The second point he addressed was his supposed ‘unelectability’, a falsity he criticised by highlighting that “Labour has to become a movement again to win in 2020” and that “the part of the electorate who we most need to speak to is those who didn’t vote – 34 per cent at the last election” (mostly young, working class, or from ethnic minorities). “An honest, straight-talking politics”, he said, could also “win back support from the Conservatives, Ukip, the Greens and SNP”.

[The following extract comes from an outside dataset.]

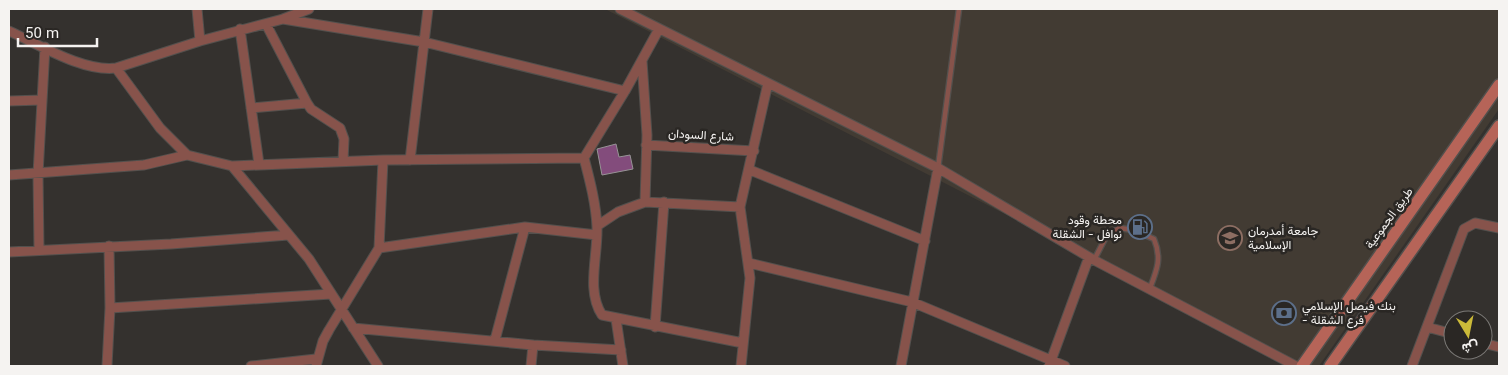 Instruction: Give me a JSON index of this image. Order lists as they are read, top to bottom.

Thirdly, Corbyn responded to suggestions that he was “anti-business” by stressing that he worked “with local businesses in [his] constituency, including some very promising high-tech businesses”. At the same time, though, he insisted that he was “absolutely not relaxed about a few people being filthy rich while others are destitute” and that “demanding tax justice” would actually be “a moderate pro-business campaign”, seeking to establish “a level playing field for all”. Furthermore, he asserted that he could “not ignore the exploitation of workers, the degradation of our environment – or tax dodging by multinationals, which creates an unfair advantage over local businesses”. At the same time, he noted that “many well-off people” he had spoken to had said they “would be quite happy to pay more tax” because they recognised “a more equal society is better for us all”.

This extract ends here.